Budget Highlights Need For Growth Policies

Published: Thu 23 May 2002 03:46 PM
MEDIA RELEASE
Budget Highlights Need For Growth Policies
The budget confirms that recent economic conditions have been relatively favourable but its weak feature is the mediocre medium-term growth outlook", Roger Kerr, executive director of the New Zealand Business Roundtable, said today.
Over the five years to 2005/06, the economy is projected to achieve average annual growth of 3 percent. Many commentators expect the Australian economy to grow by close to 4 percent a year in the same period.
Even more disturbing, growth beyond 2006 is projected to average only a little over 2 percent and the unemployment rate remains stuck at around 5.5 percent.
"This outlook falls well short of the per capita growth rates of 4 percent or more that are needed to restore New Zealand incomes to the top half of the OECD rankings and achieve the government's goal of full employment", Mr Kerr said. "Indeed the income gap with Australia looks set to widen. The economy's longer-term performance is showing no signs of improving. It should be doing so by now if the government's economic programme were sound."
Mr Kerr said it was pleasing that the government had kept within its fiscal limits, which had helped sustain business and financial market confidence. However, it planned to maintain total government spending (including local government) in New Zealand at around 40 percent of gross domestic product, which was far too high to be consistent with goals for rapid growth.

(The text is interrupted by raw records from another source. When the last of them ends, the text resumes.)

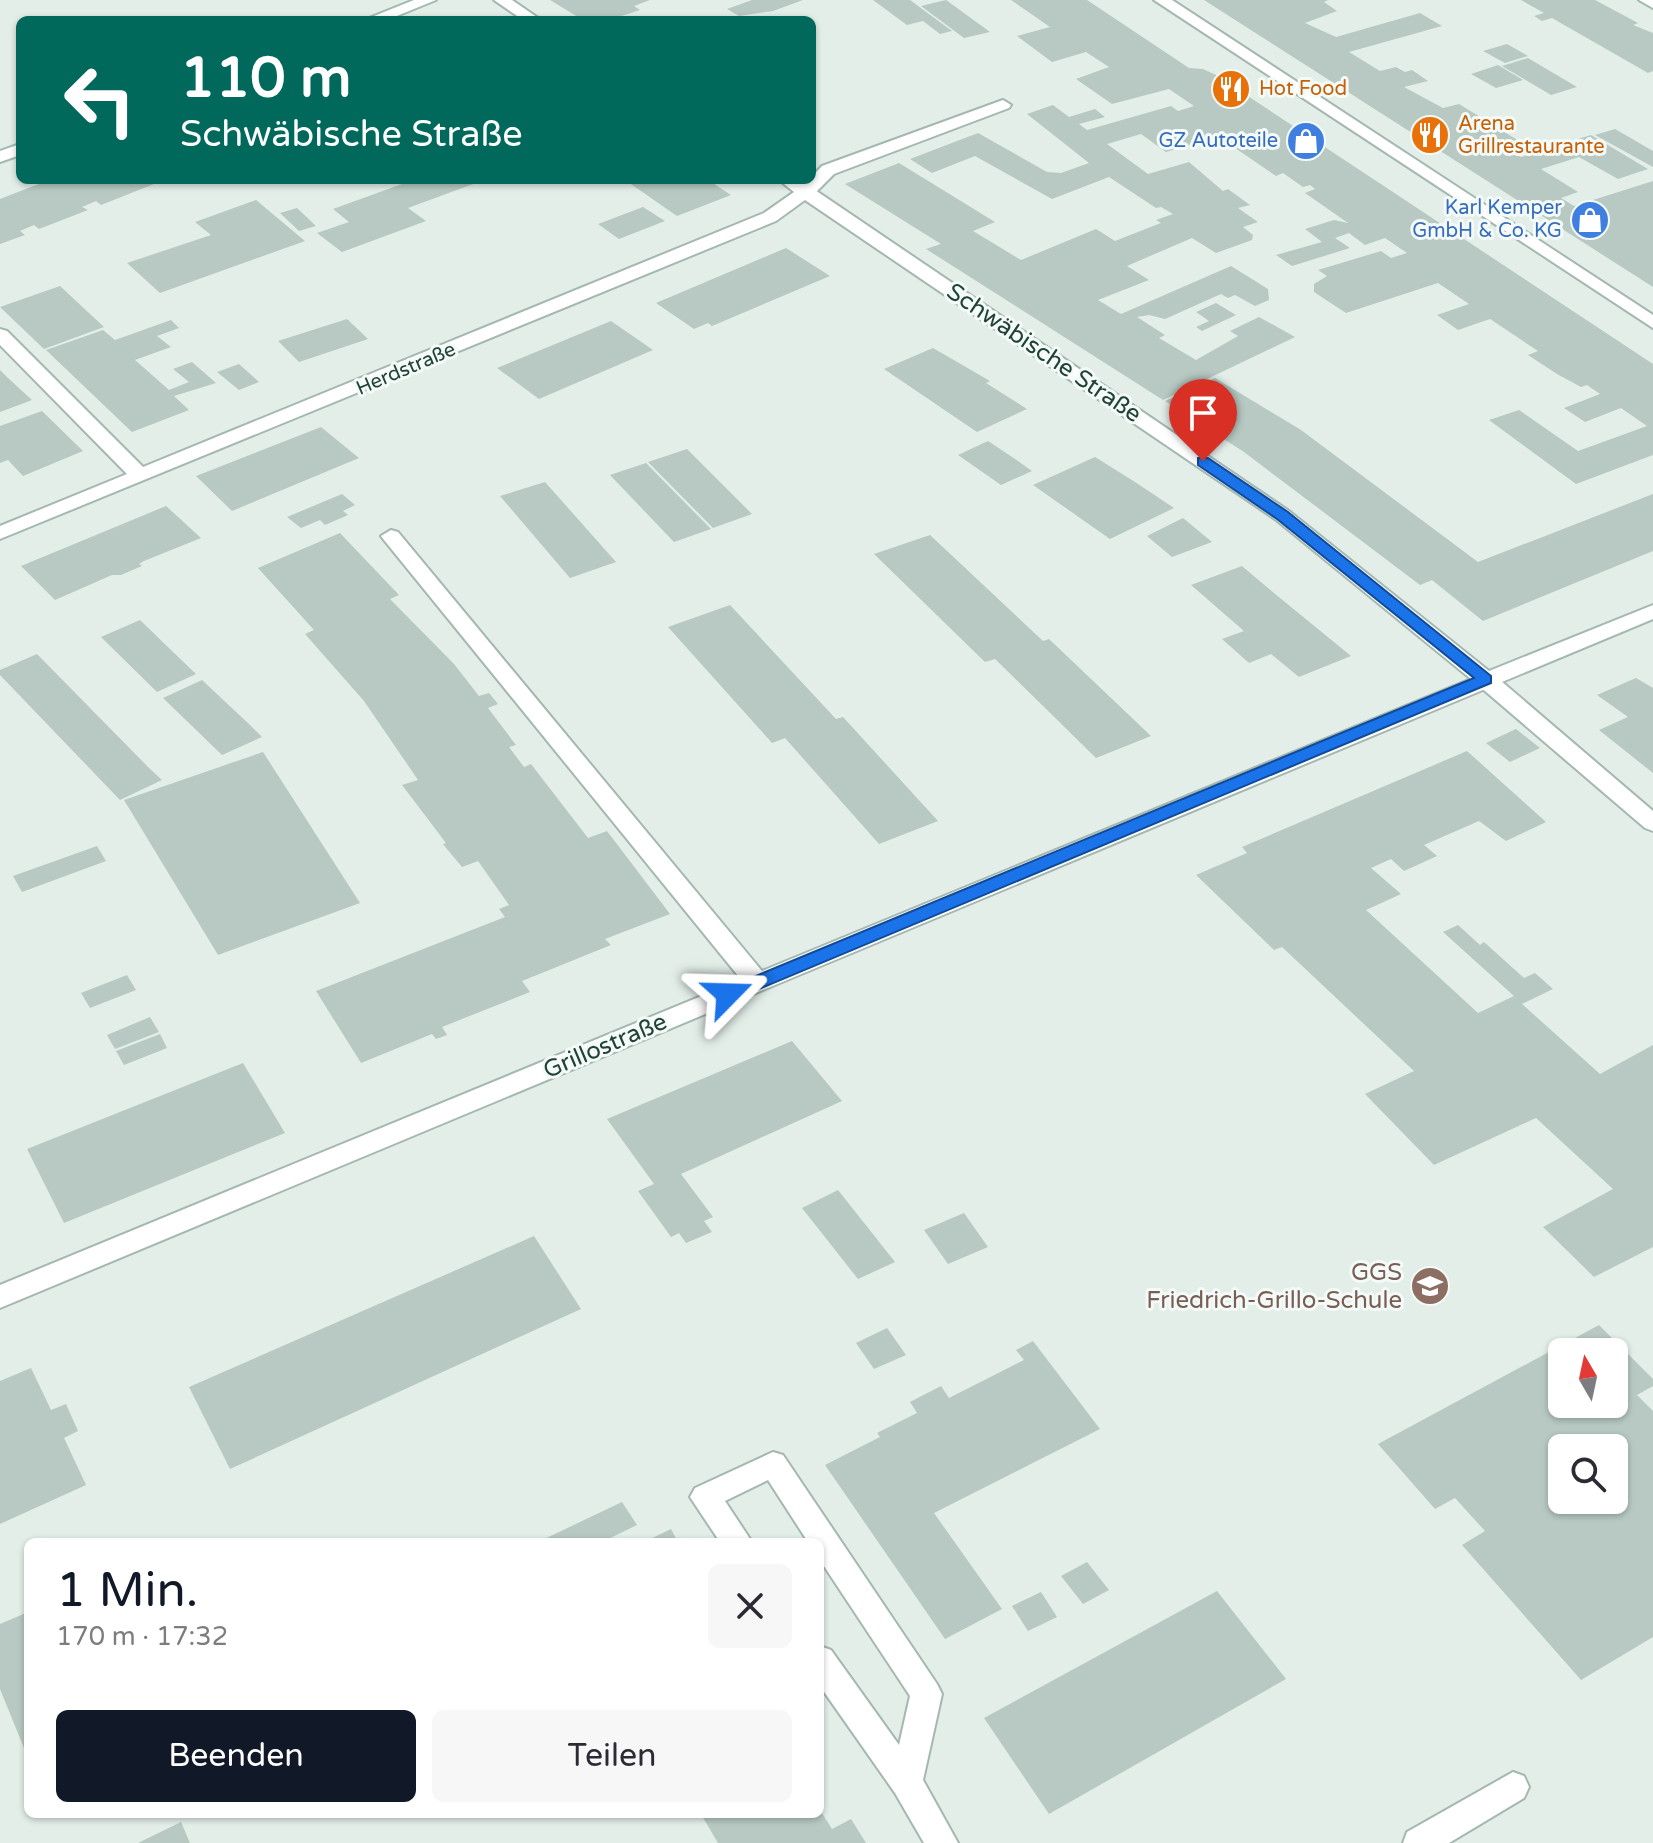 <!DOCTYPE html>
<html lang="de">
<meta charset="utf-8">
<style>
body{margin:0;font-family:"Varela Round",sans-serif;background:#f7f7f7;color:#2b2b33;height:100vh;display:flex;flex-direction:column;font-size:30px;white-space:nowrap}
*{box-sizing:border-box;margin:0}
p{font-size:26px;color:#7c7c81}
.icon{flex:none;width:44px;height:44px;fill:none;stroke:currentColor;stroke-width:2;stroke-linecap:round;stroke-linejoin:round}
.map{position:relative;flex:1;overflow:hidden}
.sheet{position:absolute;left:24px;top:1538px;width:800px;height:280px;display:flex;flex-direction:column;background:#fff;border-radius:12px;box-shadow:0 2px 6px #0004}
.sheet>*{flex:none}
.hud{position:absolute;left:16px;top:16px;width:800px;height:168px;border-radius:12px;box-shadow:0 2px 6px #0004;background:#00695c;color:#fff;overflow:hidden}
.needle{width:52px;rotate:351deg}
.controls{position:absolute;left:1548px;top:1338px;display:grid;gap:16px}
.controls a{display:grid;place-items:center;width:80px;height:80px;border-radius:12px;background:#fff;box-shadow:0 2px 6px #0004;font-size:40px}
.pin{position:absolute;display:grid;place-items:center;width:68px;height:68px;color:#fff;margin:-82px -34px;border-radius:50% 50% 50% 0;rotate:-45deg;box-shadow:0 0 8px #0007}
.pin .icon{rotate:45deg}
.me{position:absolute;width:88px;margin:-44px;rotate:68deg;stroke-linejoin:round;filter:drop-shadow(0 0 6px #0008)}
.turn{display:flex;align-items:center;gap:28px;height:168px;padding:0 32px;font-size:36px}
.turn .icon{width:104px;height:104px;stroke-width:2.5}
.turn b{display:block;font-size:56px;line-height:68px}
.round{display:grid;place-items:center;flex:none;width:84px;height:84px;border-radius:12px;background:#f7f7f7}
.summary{display:flex;align-items:center;justify-content:space-between;height:136px;padding:0 32px}
h1{font-size:48px;font-weight:600;line-height:60px;color:#111827}
.button{display:flex;gap:16px;margin-top:auto;padding:16px 32px}
.button a{flex:1;height:92px;border-radius:12px;background:#111827;color:#fff;font-size:32px;font-weight:600;line-height:92px;text-align:center}
.button a+a{background:#f7f7f7;color:#2b2b33}
.map>svg:first-child{display:block}
</style>
<div class="map">
<svg width="1653" height="1843" viewBox="0 0 1653 1843">
<rect width="100%" height="100%" fill="#e3eee9"/>
<!-- building -->
<g fill="#b7c9c2" fill-rule="evenodd">
<polygon points="550,0 650,0 634,6 640,10 609,20 583,20"/>
<polygon points="752,0 803,0 773,11 739,16 727,9"/>
<polygon points="873,0 910,0 952,31 940,34 923,21 907,25"/>
<polygon points="946,0 990,32 964,38 921,6"/>
<polygon points="1011,0 1087,0 1189,68 1203,69 1216,75 1653,364 1653,455 1576,484 1489,420 1519,410 1578,451 1647,426 1621,408 1585,422 1564,408 1600,394 1587,385 1581,387 1557,374 1528,355 1538,351 1490,319 1458,330 1437,315 1469,304 1438,283 1346,313 1314,292 1314,284 1327,276 1318,270 1381,251 1391,258 1407,253 1385,238 1365,245 1349,233 1335,238 1350,248 1292,266 1276,255 1322,242 1305,229 1334,220 1348,223 1305,193 1315,189 1310,185 1303,187 1283,173 1276,176 1219,137 1166,152 1141,134 1107,144 1148,174 1189,162 1223,191 1228,189 1250,205 1238,208 1258,222 1243,227 1253,235 1252,240 1216,253 1192,238 1127,266 1149,280 1098,300 1121,314 1231,266 1268,289 1269,300 1255,306 1235,295 1228,298 1221,294 1165,319 1149,315 1137,317 1165,335 1159,338 1196,360 1238,336 1230,331 1259,317 1295,337 1163,400 926,249 941,244 845,184 899,163 995,222 973,231 1021,260 1096,229 1115,241 1161,223 1156,220 1173,214 1161,207 1156,208 1109,177 1052,199 975,156 932,173 910,159 978,133 1047,172 1061,173 1089,163 1027,114 1053,105 1069,117 1095,109 1105,117 1079,124 1087,130 1171,106 1178,111 1194,106 1169,89 1112,104 1076,79 1109,67 1086,52 1052,62 1017,36 1050,27"/>
<polygon points="1204,0 1328,0 1324,2 1337,11 1305,23 1336,37 1420,13 1442,26 1349,52 1380,71 1396,67 1405,72 1412,70 1428,81 1404,87 1443,108 1459,104 1519,141 1503,146 1521,157 1591,135 1648,169 1618,179 1579,157 1541,169 1578,192 1561,198 1574,206 1653,181 1653,287"/>
<polygon points="1521,0 1595,0 1638,23 1633,25 1653,33 1653,71 1648,73 1552,18 1542,21 1534,16 1544,13"/>
<polygon points="1507,44 1528,56 1505,63 1483,51"/>
<polygon points="1528,58 1577,87 1551,95 1502,66"/>
<polygon points="1498,65 1523,80 1496,88 1471,74"/>
<polygon points="1615,129 1653,151 1653,167 1595,135"/>
<polygon points="49,180 164,180 101,205 96,201 82,207 88,210 39,229 34,225 20,231 25,235 0,244 0,199"/>
<polygon points="413,180 484,180 408,208 426,221 342,252 317,233 349,222 333,209"/>
<polygon points="625,180 708,180 731,195 677,216"/>
<polygon points="256,200 305,241 160,293 127,263 211,235 195,222"/>
<polygon points="643,207 665,221 619,239 598,224"/>
<polygon points="297,208 316,226 299,231 280,213"/>
<polygon points="786,248 830,276 712,326 708,323 694,329 656,303"/>
<polygon points="60,286 104,327 44,349 0,307"/>
<polygon points="1216,303 1236,315 1202,331 1196,327 1209,321 1196,312"/>
<polygon points="347,319 368,339 299,362 278,341"/>
<polygon points="171,320 179,328 157,336 171,347 135,360 169,390 189,382 173,369 192,362 216,383 174,396 189,410 132,432 46,350 103,330 115,340"/>
<polygon points="611,321 653,350 539,399 497,368"/>
<polygon points="933,348 990,381 986,383 1027,409 977,432 884,369"/>
<polygon points="239,364 259,382 239,390 217,372"/>
<polygon points="0,370 8,378 32,400 0,412"/>
<polygon points="1215,378 1301,430 1478,562 1653,494 1653,551 1483,621 1432,580 1420,585 1244,452 1165,401"/>
<polygon points="42,411 83,451 23,476 8,460 0,463 0,426"/>
<polygon points="321,427 359,458 232,511 196,476"/>
<polygon points="988,441 1018,461 1032,471 1001,485 958,455"/>
<polygon points="687,449 752,514 713,528 648,462"/>
<polygon points="1095,457 1135,482 1174,508 1110,539 1033,485"/>
<polygon points="646,463 711,529 674,542 610,475"/>
<polygon points="545,482 616,562 570,578 500,496"/>
<polygon points="342,494 355,505 343,511 348,515 325,525 320,520 301,528 287,517"/>
<polygon points="166,506 201,538 144,561 139,564 142,566 121,575 112,575 55,600 21,566"/>
<polygon points="1183,518 1212,542 1172,557 1147,536"/>
<polygon points="340,533 399,595 390,599 454,664 479,696 489,693 498,704 488,708 516,745 509,747 524,767 531,764 588,838 607,831 670,914 605,939 611,945 522,981 530,992 442,1027 447,1035 436,1039 432,1034 361,1063 316,991 505,917 499,909 509,905 478,861 462,867 447,849 443,844 446,843 402,785 418,780 364,701 305,634 314,630 258,568"/>
<polygon points="930,535 1043,641 1049,639 1151,736 1096,758 995,659 985,662 874,554"/>
<polygon points="1242,566 1268,588 1351,656 1299,677 1271,654 1249,663 1222,639 1244,631 1191,585"/>
<polygon points="730,605 836,719 843,717 938,821 879,844 785,738 772,743 668,627"/>
<polygon points="140,620 173,652 196,674 157,692 101,637"/>
<polygon points="37,654 149,768 162,780 120,800 0,675 0,670"/>
<polygon points="1636,678 1653,688 1653,773 1599,730 1628,717 1597,695"/>
<polygon points="202,680 250,725 262,737 222,755 163,698"/>
<polygon points="1516,729 1540,748 1510,762 1486,743"/>
<polygon points="1467,751 1546,822 1506,841 1479,821 1424,845 1437,856 1404,871 1391,859 1371,868 1401,894 1366,910 1478,1013 1514,996 1443,932 1458,925 1480,945 1484,942 1524,978 1535,973 1553,989 1522,1004 1600,1074 1653,1045 1653,1247 1594,1277 1543,1227 1613,1189 1536,1118 1434,1165 1365,1094 1414,1071 1282,947 1274,950 1196,875 1247,853 1242,847"/>
<polygon points="263,752 360,903 218,955 124,800"/>
<polygon points="97,846 106,861 22,892 13,876"/>
<polygon points="127,975 136,990 90,1008 81,993"/>
<polygon points="150,1017 159,1032 115,1049 107,1035"/>
<polygon points="160,1034 167,1048 124,1065 116,1051"/>
<polygon points="792,1041 842,1101 681,1174 713,1217 704,1221 712,1232 686,1243 679,1233 671,1237 638,1191 654,1184 607,1119"/>
<polygon points="243,1063 285,1133 64,1223 27,1149"/>
<polygon points="838,1190 895,1262 858,1279 802,1208"/>
<polygon points="964,1213 988,1247 948,1264 924,1230"/>
<polygon points="534,1236 581,1309 230,1469 189,1387"/>
<path d="M 1599,1325 L 1653,1379 L 1653,1386 L 1637,1395 L 1653,1411 L 1653,1637 L 1581,1680 L 1462,1545 L 1485,1531 L 1455,1498 L 1435,1509 L 1378,1444 ZM 1562,1352 L 1614,1352 L 1614,1404 L 1562,1404 ZM 1562,1448 L 1614,1448 L 1614,1500 L 1562,1500 Z"/>
<polygon points="887,1328 906,1355 874,1369 856,1343"/>
<polygon points="1033,1341 1100,1429 934,1513 1002,1609 945,1639 825,1465 880,1437 877,1433 917,1413 910,1402 941,1386 949,1398 1024,1360 1016,1350"/>
<polygon points="31,1368 51,1410 66,1404 78,1431 64,1438 86,1485 0,1524 0,1381"/>
<polygon points="622,1502 637,1525 602,1542 538,1542"/>
<polygon points="671,1529 678,1542 644,1542"/>
<polygon points="1087,1562 1109,1590 1083,1604 1061,1576"/>
<polygon points="1217,1591 1286,1679 1049,1814 984,1718"/>
<polygon points="1041,1592 1057,1617 1028,1631 1012,1606"/>
<polygon points="28,1612 28,1758 0,1689 0,1624"/>
<polygon points="820,1810 832,1829 851,1819 866,1843 718,1843 702,1816 820,1814"/>
<polygon points="181,1822 190,1843 138,1843"/>
</g>
<g fill="none" stroke-linecap="round" stroke-linejoin="round">
<defs>
<g id="lane">
<polygon points="1003,100 1011,105 1009,108 834,174 812,196 800,196 797,192 822,166"/>
<polygon points="391,530 398,532 766,976 769,982 766,988 748,988 384,540 381,536"/>
<polygon points="1486,673 1494,675 1653,811 1653,831 1645,828 1478,685 1475,680"/>
</g>
<g id="street">
<polygon points="494,0 512,0 541,20 523,20"/>
<polygon points="1154,0 1172,0 1653,315 1653,328"/>
<polygon points="779,180 798,180 812,188 1289,511 1489,671 1653,605 1653,619 0,1308 0,1285 1471,679 1275,519 805,200 776,221 0,539 0,526 127,474 0,345 0,329 7,331 143,467 764,213 794,192"/>
<polygon points="773,1452 783,1455 937,1684 942,1694 923,1780 958,1843 924,1843 895,1793 820,1686 820,1646 831,1650 899,1745 910,1696 820,1560 820,1542 808,1542 768,1480 725,1501 752,1542 720,1542 690,1497 695,1488"/>
<polygon points="1513,1772 1524,1776 1529,1787 1524,1798 1449,1843 1403,1843 1407,1832"/>
</g>
<g id="secondary">
<polygon points="414,0 436,0 387,20 364,20"/>
<polygon points="1639,0 1653,0 1653,8"/>
<polygon points="20,144 20,155 0,162 0,151"/>
</g>
</defs>
<!-- lane casing -->
<use href="#lane" stroke="#a5b7b1" stroke-width="4"/>
<!-- street casing -->
<use href="#street" stroke="#a5b7b1" stroke-width="4"/>
<!-- secondary casing -->
<use href="#secondary" stroke="#a0bbb1" stroke-width="4"/>
<!-- lane -->
<use href="#lane" fill="#fff" fill-rule="evenodd"/>
<!-- street -->
<use href="#street" fill="#fff" fill-rule="evenodd"/>
<!-- secondary -->
<use href="#secondary" fill="#fff" fill-rule="evenodd"/>
</g>
<!-- route -->
<polygon fill="#1a73e8" stroke="#114b97" stroke-width="2" points="1198,458 1208,458 1288,512 1491,676 1491,683 735,999 722,999 722,990 1474,678 1277,519 1198,465"/>
<!-- icons -->
<defs>
<symbol id="restaurant-disc" viewBox="-11 -11 22 22"><circle r="9.5" fill="#e8710a" stroke="#f4faf7"/><path d="M-5-6h1v4h1v-4h1v4h1v-4h1v5L-1.5 .5V6h-2V.5L-5-1ZM5-6V6H3V1.5H1.5Q1.5-4 5-6Z" fill="#fff"/></symbol>
<symbol id="shop-disc" viewBox="-11 -11 22 22"><circle r="9.5" fill="#3f7fe0" stroke="#f4faf7"/><path d="M-5-2.5h2.3a2.7 3.5 0 0 1 5.4 0H5L5.5 6h-11ZM-1.5-2.5h3a1.5 2.3 0 0 0-3 0Z" fill="#fff"/></symbol>
<symbol id="school-disc" viewBox="-11 -11 22 22"><circle r="9.5" fill="#8d6e63" stroke="#f4faf7"/><path d="M0-5L7-2L0 1L-7-2ZM-4 1L0 2.5L4 1V4Q0 6-4 4Z" fill="#fff"/></symbol>
</defs>
<g fill-rule="evenodd">
<use href="#restaurant-disc" x="1209" y="67" width="44" height="44"/>
<use href="#restaurant-disc" x="1408" y="113" width="44" height="44"/>
<use href="#shop-disc" x="1284" y="119" width="44" height="44"/>
<use href="#shop-disc" x="1568" y="198" width="44" height="44"/>
<use href="#school-disc" x="1408" y="1264" width="44" height="44"/>
</g>
<g text-anchor="middle" dominant-baseline="central" stroke-width="6" stroke-linejoin="round" paint-order="stroke">
<!-- far-food labels -->
<g font-size="20" fill="#c56008" stroke="#f4faf7" text-anchor="start">
<text x="1259" y="89">Hot Food</text>
<text x="1458" y="124">Arena<tspan x="1458" dy="23">Grillrestaurante</tspan></text>
</g>
<!-- far-shop labels -->
<g font-size="20" fill="#366cbe" stroke="#f4faf7" text-anchor="end">
<text x="1278" y="141">GZ Autoteile</text>
<text x="1562" y="208">Karl Kemper<tspan x="1562" dy="23">GmbH &amp; Co. KG</tspan></text>
</g>
<!-- far-street labels -->
<g font-size="20" fill="#204239" stroke="#f4faf7">
<text transform="translate(406 369) rotate(-23)">Herdstraße</text>
</g>
<!-- street labels -->
<g font-size="24" fill="#204239" stroke="#f4faf7">
<text transform="translate(1044 353) rotate(34)">Schwäbische Straße</text>
<text transform="translate(605 1046) rotate(-23)">Grillostraße</text>
</g>
<!-- education labels -->
<g font-size="24" fill="#785e54" stroke="#f4faf7" text-anchor="end">
<text x="1402" y="1272">GGS<tspan x="1402" dy="28">Friedrich-Grillo-Schule</tspan></text>
</g>
</g>
</svg>
<div class="controls">
<a><svg class="needle" viewBox="-14 -14 28 28"><path d="M0-13l5 13h-10z" fill="#e53935"/><path d="M0 13l5-13h-10z" fill="#7c7c81"/></svg></a>
<a><svg class="icon" aria-label="search" viewBox="0 0 24 24"><circle cx="10" cy="10" r="6"/><path d="M15 15l6 6"/></svg></a>
</div>
<div class="pin" style="left:1203px;top:461px;background:#d93025"><svg class="icon" aria-label="arrive" viewBox="0 0 24 24"><path d="M6 21V4h12l-3 4 3 4H6"/></svg></div>
<svg class="me" style="left:728px;top:994px" viewBox="-20 -20 40 40"><path d="M0-17L14 15 0 8-14 15z" fill="#1a73e8" stroke="#fff" stroke-width="4"/></svg>
<div class="hud">
<div class="turn"><svg class="icon" aria-label="left" viewBox="0 0 24 24"><path d="M17 20v-9H6M10 6l-5 5 5 5"/></svg><div><b>110 m</b>Schwäbische Straße</div></div>
</div>
<section class="sheet">
<div class="summary"><div><h1>1 Min.</h1><p>170 m · 17:32</p></div><a class="round"><svg class="icon" aria-label="close" viewBox="0 0 24 24"><path d="M6 6l12 12M18 6L6 18"/></svg></a></div>
<div class="button"><a>Beenden</a><a>Teilen</a></div>
</section>
</div>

"Australian government policies as confirmed in last week's budget are much more growth-oriented, with an emphasis on lower government spending, privatisation, tighter welfare policies, and greater private provision and funding of health and education."
Mr Kerr said it was also disappointing that the government had rejected the growth-oriented tax proposals of the McLeod tax review, in particular moves towards a lower and flatter income tax structure. The Business Roundtable had hoped for more progress on international tax policy in the budget.
It was also striking that the budget showed no recognition of the regulatory and other cost burdens on businesses, which will be increased by government plans to ratify the Kyoto Protocol, expand the role of local government and further regulate the labour market.
"The mediocre economic outlook confirms business sector arguments that, despite some positive elements, the government's overall programme has been anti-growth, and that problems of high unemployment and welfare dependency are not being adequately addressed", Mr Kerr said.
"A multitude of schemes and bureaucracies does not constitute a growth strategy. The government should recognise that its approach is not working and reorient policies in the directions advocated by the OECD and the IMF and by New Zealand business organisations. So-called 'third way', hands-on policies are being abandoned in Europe. In going into the election, the government and other political parties should be setting out a more ambitious vision and credible longer-term strategies for dealing with the challenges facing New Zealand."